Companies came to saw the increased fines as a tolerable cost of doing business (especially when they were tax deductible), while voluntarism was never a match for corporate greed.
It was thus intriguing when the Federal Reserve recently adopted a new approach in dealing with Wells Fargo. That bank, of course, has become notorious for its brazen scheme of creating millions of accounts not requested by customers, in order to generate illicit fees. It paid a fine of $100 million, with a lot more expected to follow. This came after a series of other scandals, including mortgage abuses that resulted in a $5.3 billion settlement in 2012.
The Fed, on Chair Janet Yellen’s final working day in office, issued an unusually blunt press release saying that the Board was taking steps in response to “widespread consumer abuses and other compliance breakdowns” at Wells.
In an unprecedented step, the Fed imposed a restriction on the bank’s ability to grow “until it sufficiently improves its governance and controls.” In an industry for which getting larger is the guiding principle, Wells will feel intense pressure to satisfy the Fed’s demands. In fact, concurrently with the Fed’s action Wells announced that it would replace one-quarter of its 16-person board of directors by the end of the year.
Bank-friendly politicians have not had much to say about the Fed’s action, but it is clear that the restriction placed on Wells represents a forceful rebuttal to those pressing for a weakening of financial industry regulation. The ouster of Yellen by President Trump was a coup for the deregulation crowd, but we can take some solace in reports that her successor Jerome Powell oversaw the Fed’s negotiations with Wells.
The Fed’s action should be promoted as an example of how regulatory agencies and the Justice Department need to get more creative in dealing with egregious and repeat violators. Rogue Corporations will only change their behavior if the penalties really sting.
The restriction on growth begins to meet this requirement because it makes Wells more vulnerable. An inability to become larger through acquisitions means that the bank will lose ground to its big competitors. Wells is probably too big to be a potential takeover target itself, but it could come under pressure from activist investors to restructure or even sell off portions of itself.
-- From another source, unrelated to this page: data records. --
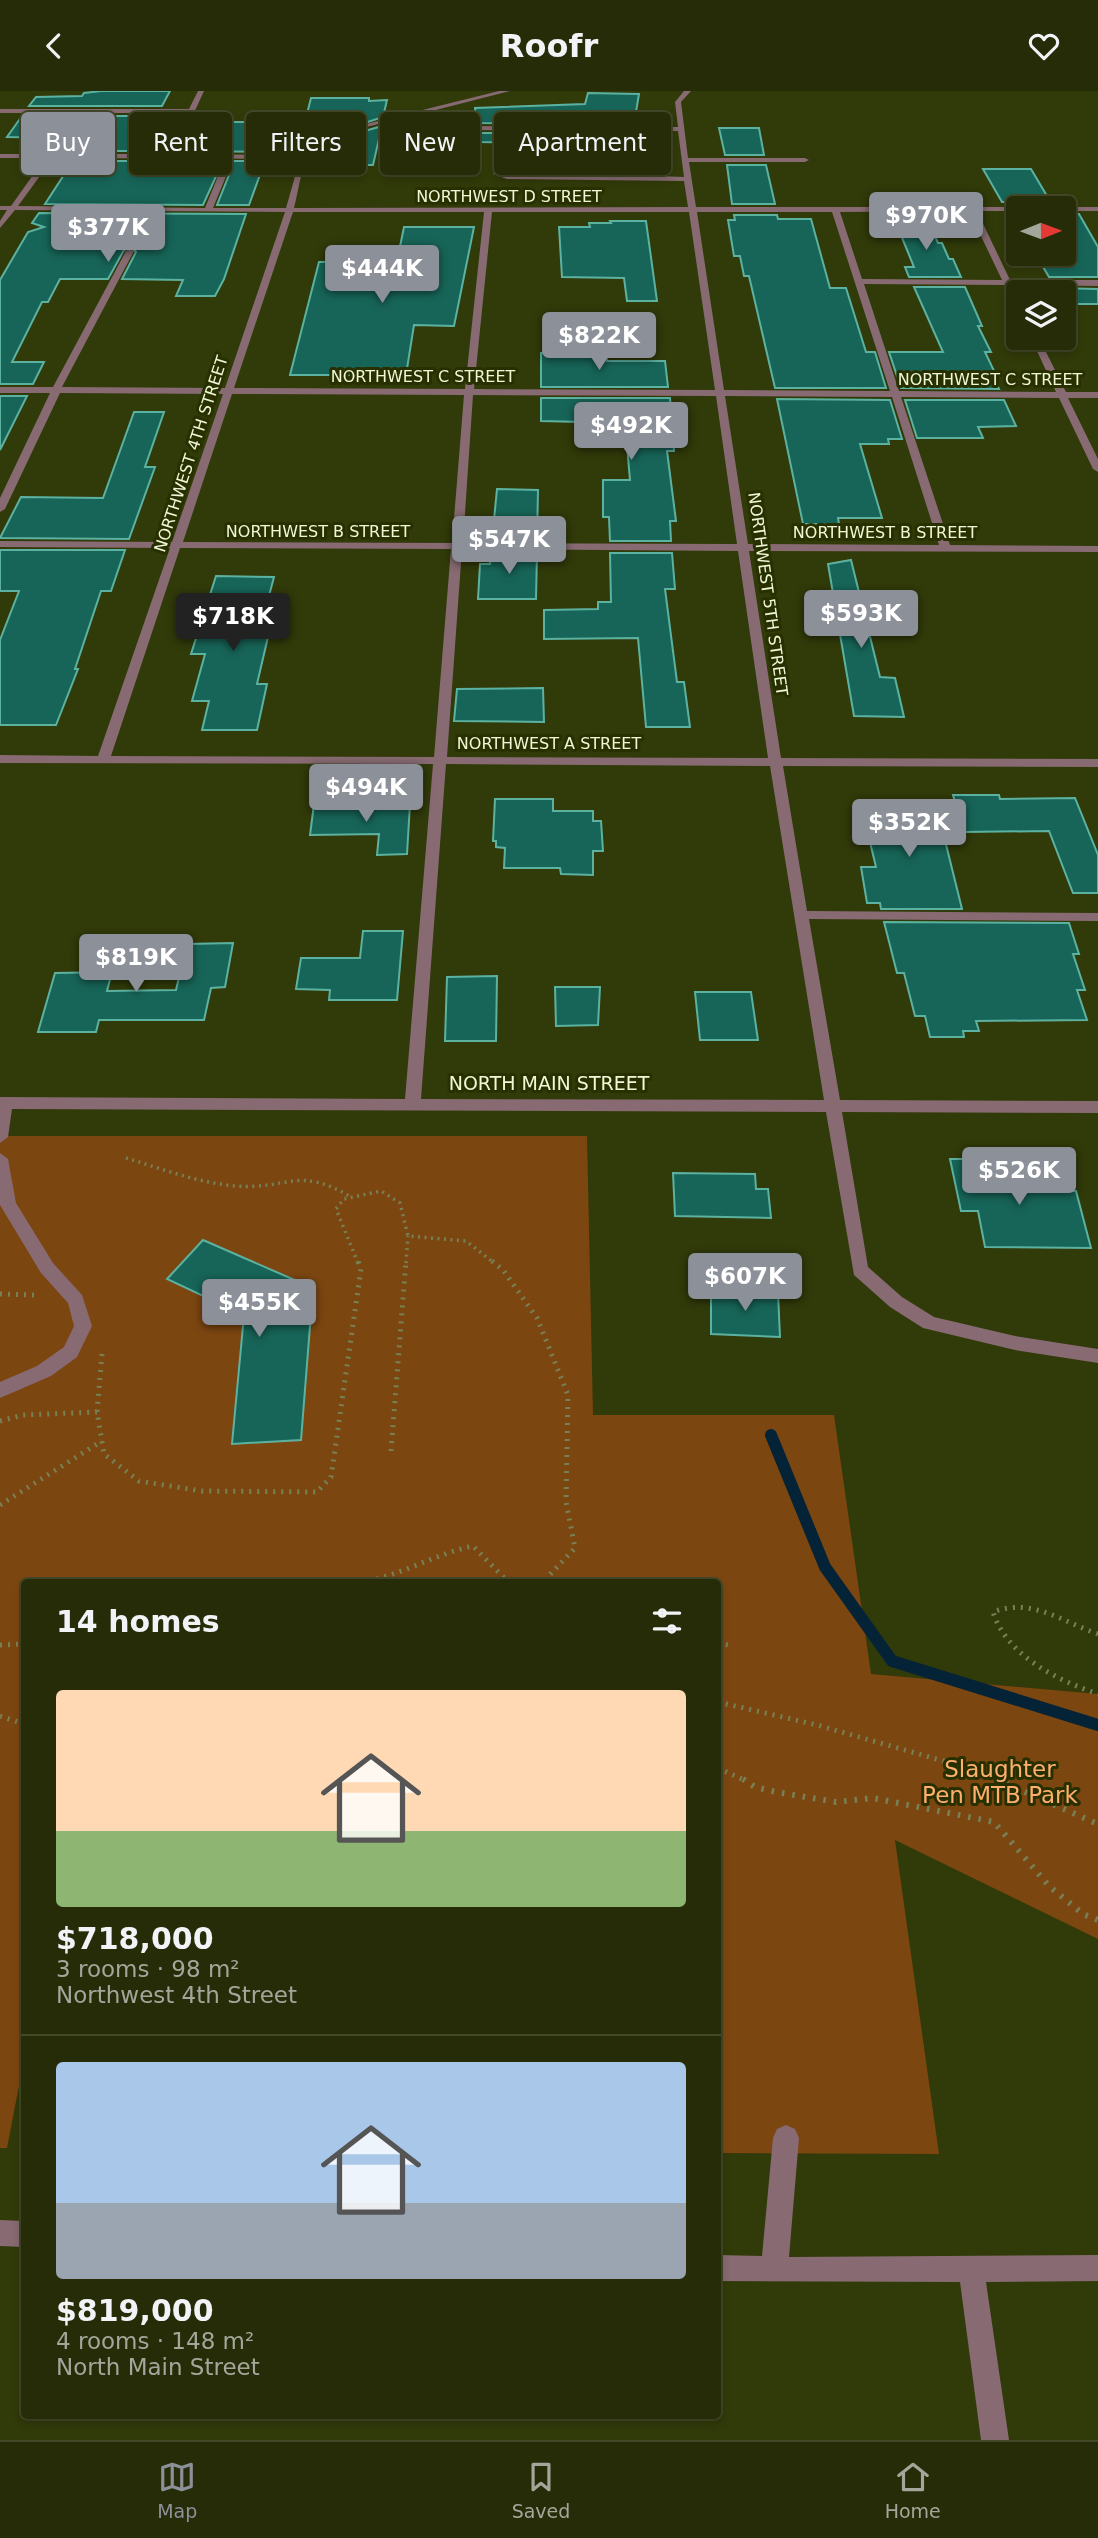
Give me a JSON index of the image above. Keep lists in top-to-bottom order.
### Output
{
  "streets": {
    "street": [
      "NORTHWEST D STREET",
      "NORTHWEST C STREET",
      "NORTHWEST 4TH STREET",
      "NORTHWEST B STREET",
      "NORTHWEST 5TH STREET",
      "NORTHWEST A STREET",
      "NORTH MAIN STREET"
    ]
  },
  "crossings": [
    ["NORTHWEST D STREET", "NORTHWEST 4TH STREET"],
    ["NORTHWEST D STREET", "NORTHWEST 5TH STREET"],
    ["NORTHWEST C STREET", "NORTHWEST 4TH STREET"],
    ["NORTHWEST C STREET", "NORTHWEST 5TH STREET"],
    ["NORTHWEST 4TH STREET", "NORTHWEST B STREET"],
    ["NORTHWEST 4TH STREET", "NORTHWEST A STREET"],
    ["NORTHWEST B STREET", "NORTHWEST 5TH STREET"],
    ["NORTHWEST 5TH STREET", "NORTHWEST A STREET"],
    ["NORTHWEST 5TH STREET", "NORTH MAIN STREET"]
  ],
  "parks": ["Slaughter Pen MTB Park"],
  "north": "right",
  "page": {
    "header": "Roofr",
    "chip": [
      "Buy",
      "Rent",
      "Filters",
      "New",
      "Apartment"
    ],
    "price": [
      "$970K",
      "$377K",
      "$444K",
      "$822K",
      "$492K",
      "$547K",
      "$593K",
      "$718K",
      "$494K",
      "$352K",
      "$819K",
      "$526K",
      "$607K",
      "$455K"
    ],
    "heading": "14 homes",
    "list": [
      {
        "name": "$718,000",
        "note": "3 rooms · 98 m² · Northwest 4th Street"
      },
      {
        "name": "$819,000",
        "note": "4 rooms · 148 m² · North Main Street"
      }
    ],
    "tabs": ["Map", "Saved", "Home"]
  }
}
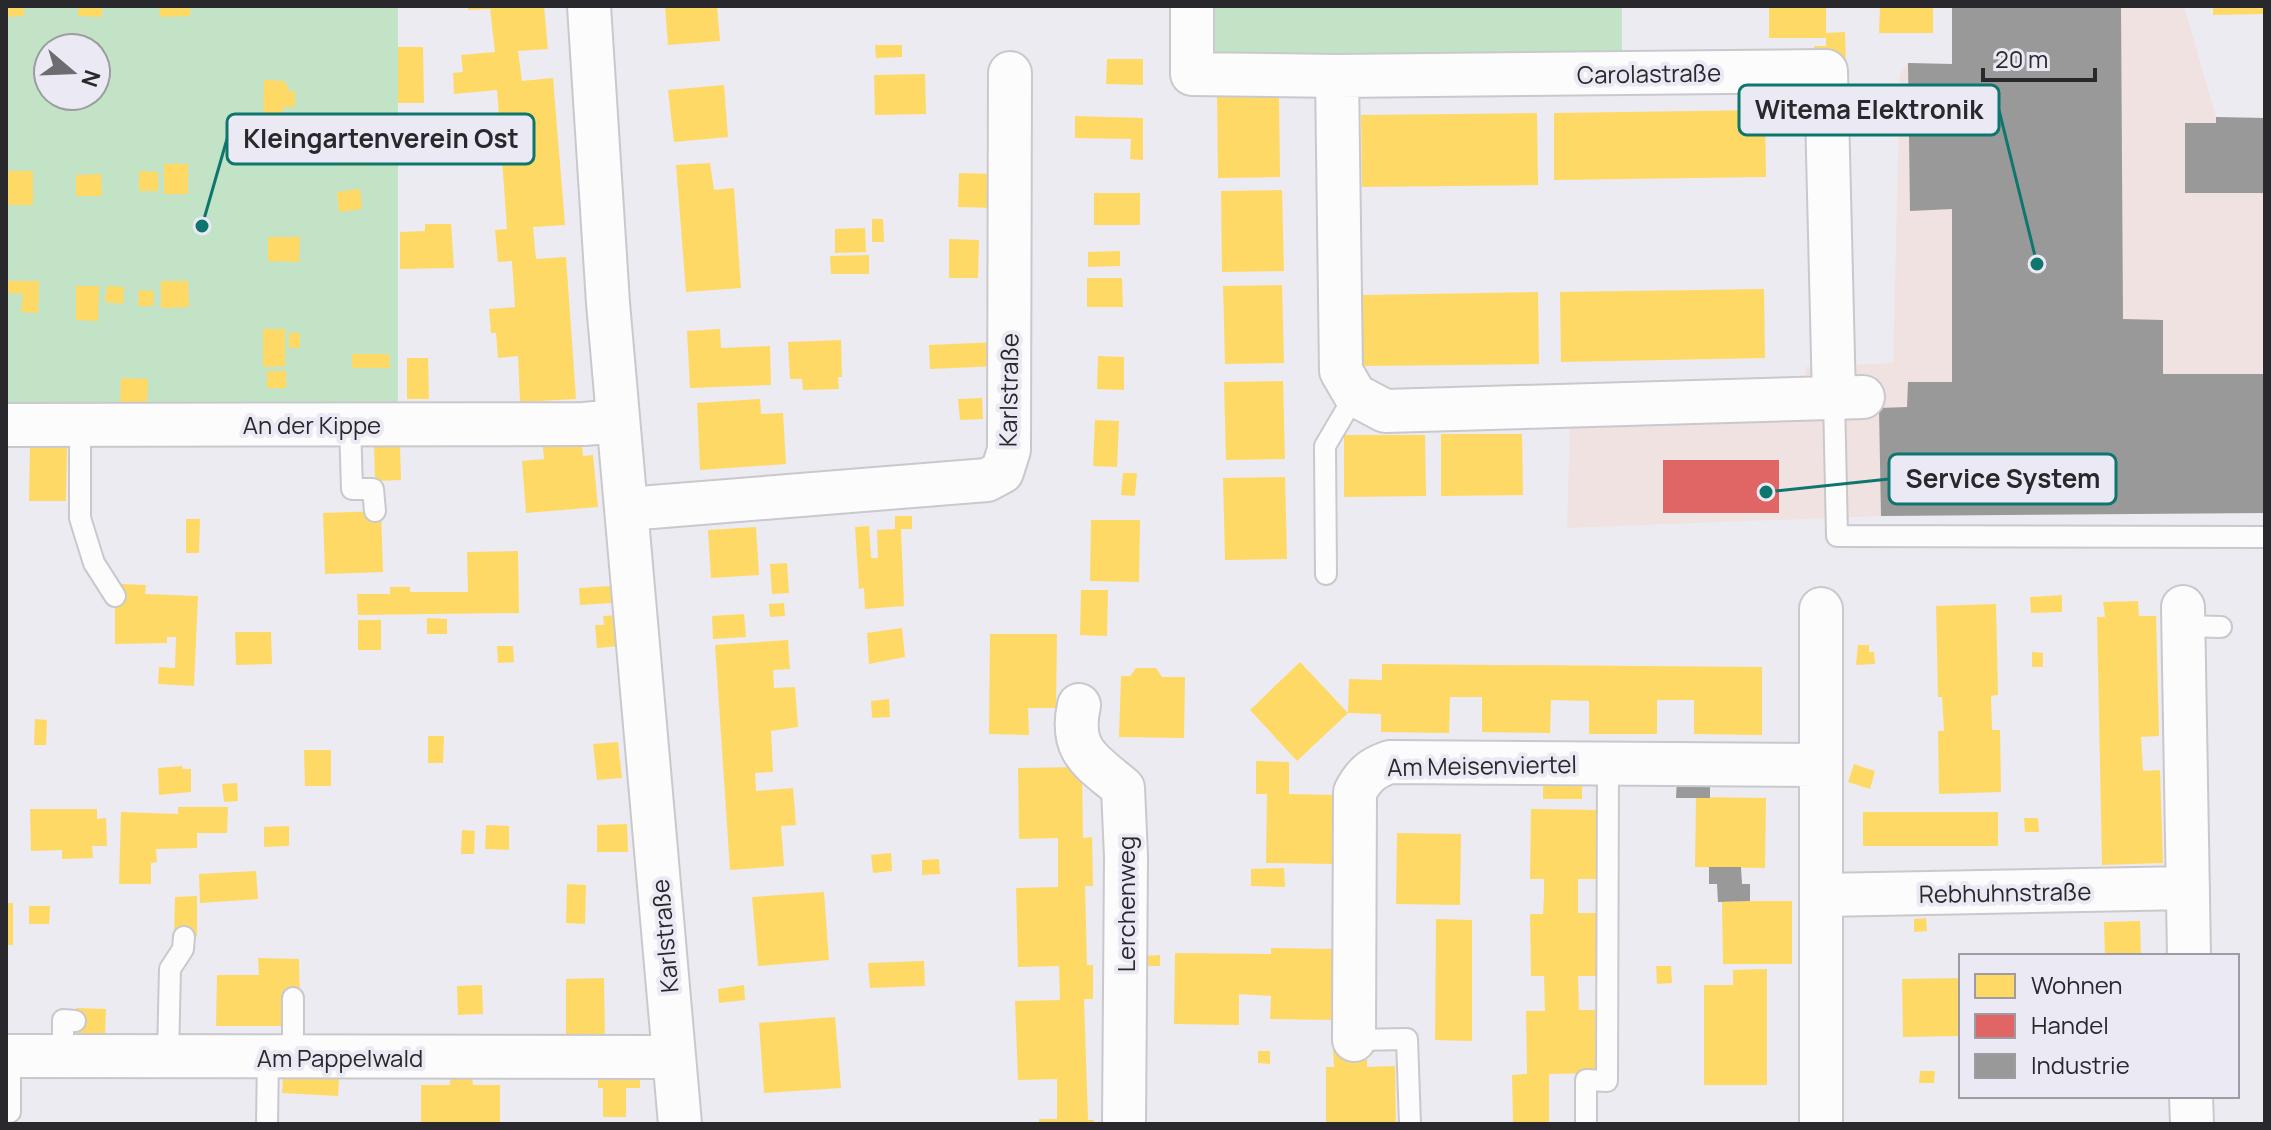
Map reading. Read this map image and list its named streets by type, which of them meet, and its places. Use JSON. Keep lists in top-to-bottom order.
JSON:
{
  "streets": {
    "street": [
      "Carolastraße",
      "Karlstraße",
      "An der Kippe",
      "Am Meisenviertel",
      "Rebhuhnstraße",
      "Lerchenweg",
      "Am Pappelwald"
    ]
  },
  "crossings": [
    ["Karlstraße", "An der Kippe"],
    ["Karlstraße", "Am Pappelwald"]
  ],
  "places": ["Kleingartenverein Ost", "Witema Elektronik", "Service System"],
  "legend": ["Wohnen", "Handel", "Industrie"],
  "scale_bar": "20 m",
  "north": "right"
}
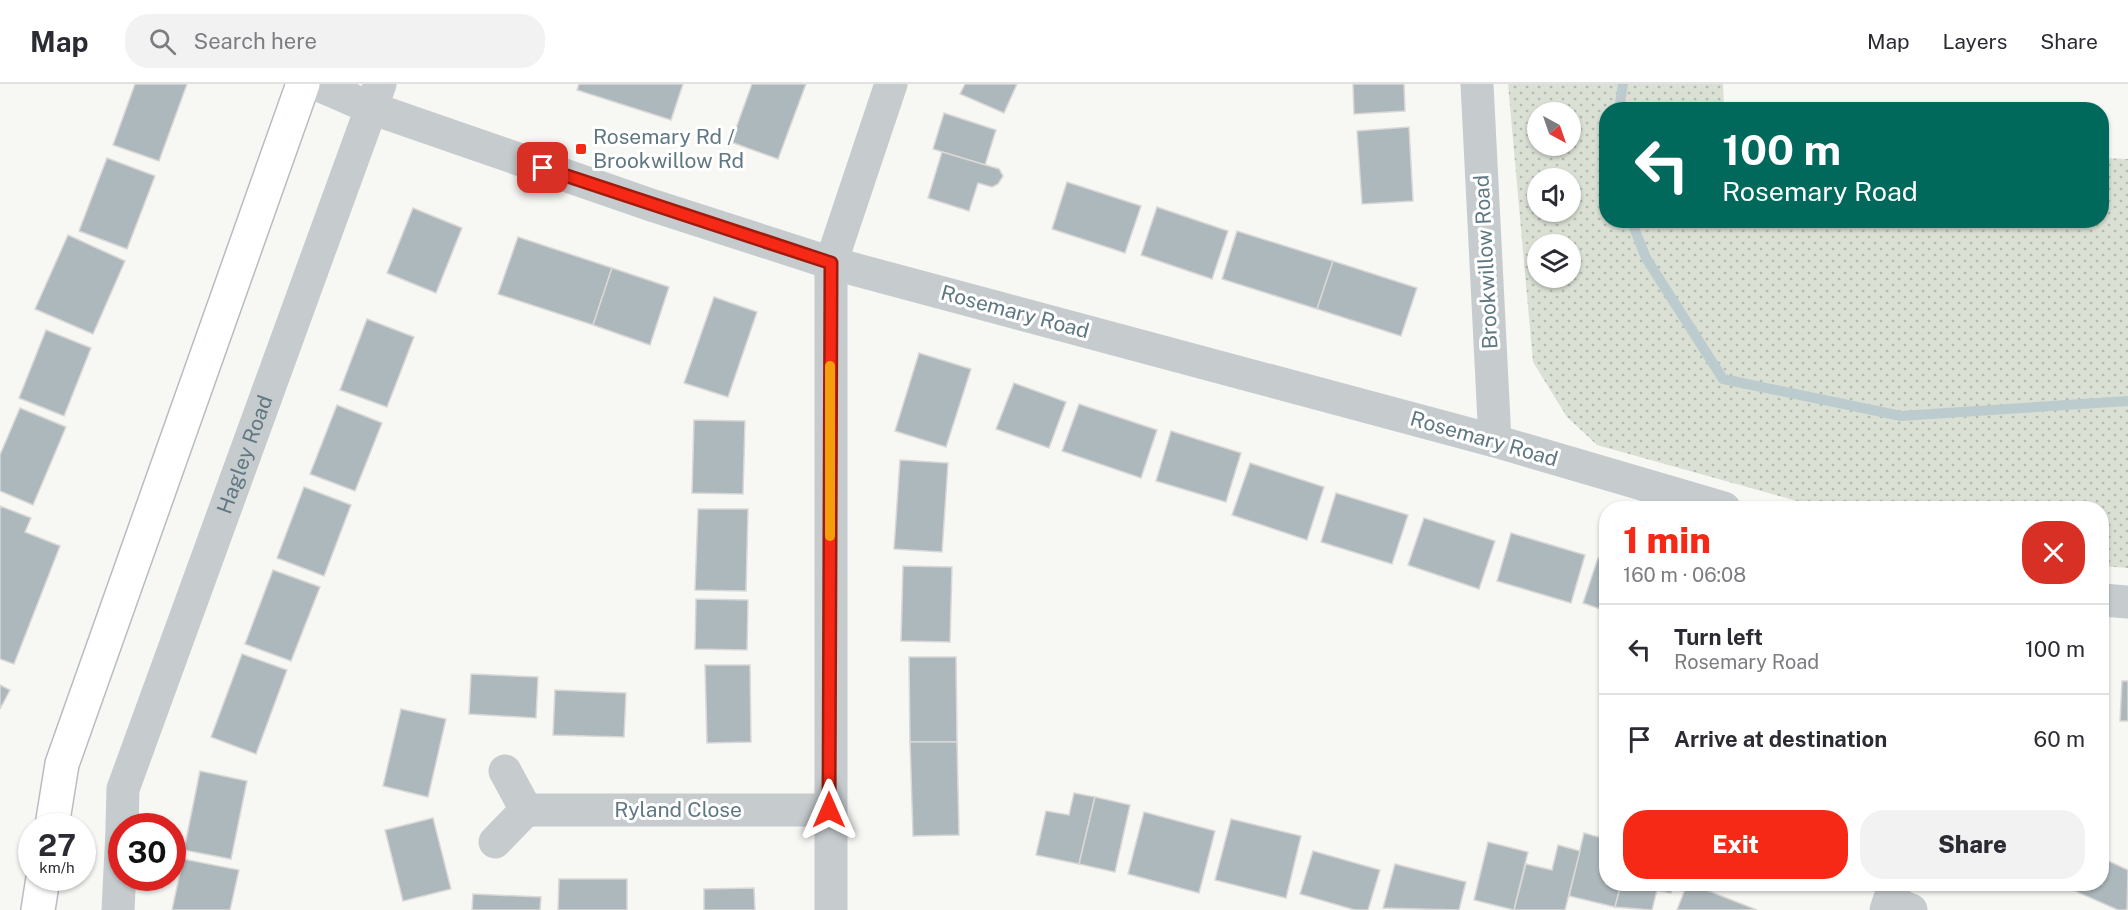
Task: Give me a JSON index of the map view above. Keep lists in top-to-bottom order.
{
  "streets": {
    "street": [
      "Brookwillow Road",
      "Rosemary Road",
      "Hagley Road",
      "Ryland Close"
    ]
  },
  "crossings": [
    ["Brookwillow Road", "Rosemary Road"],
    ["Rosemary Road", "Hagley Road"]
  ],
  "places": {
    "transit": ["Rosemary Rd / Brookwillow Rd"]
  },
  "north": "bottom right",
  "page": {
    "header": "Map",
    "search": "Search here",
    "nav": ["Map", "Layers", "Share"],
    "turn": ["100 m", "Rosemary Road"],
    "heading": ["1 min", "160 m · 06:08"],
    "list": [
      {
        "name": "Turn left",
        "note": "Rosemary Road",
        "value": "100 m"
      },
      {
        "name": "Arrive at destination",
        "value": "60 m"
      }
    ],
    "buttons": ["Exit", "Share"],
    "speed": "27 km/h",
    "limit": "30"
  }
}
Moreover, the restrictions will probably depress the bank’s stock price, and that will be felt personally by the executives who encouraged or overlooked the misconduct.
At the same time, the house-cleaning among directors is an important message to send to board members at other misbehaving companies. That message would be even more effective if directors are not just removed but held personally liable for allowing the corrupt practices to happen.
The Fed has not always been the most aggressive of regulators. Let’s hope its action on Wells inspires other agencies to get tougher with corporate miscreants.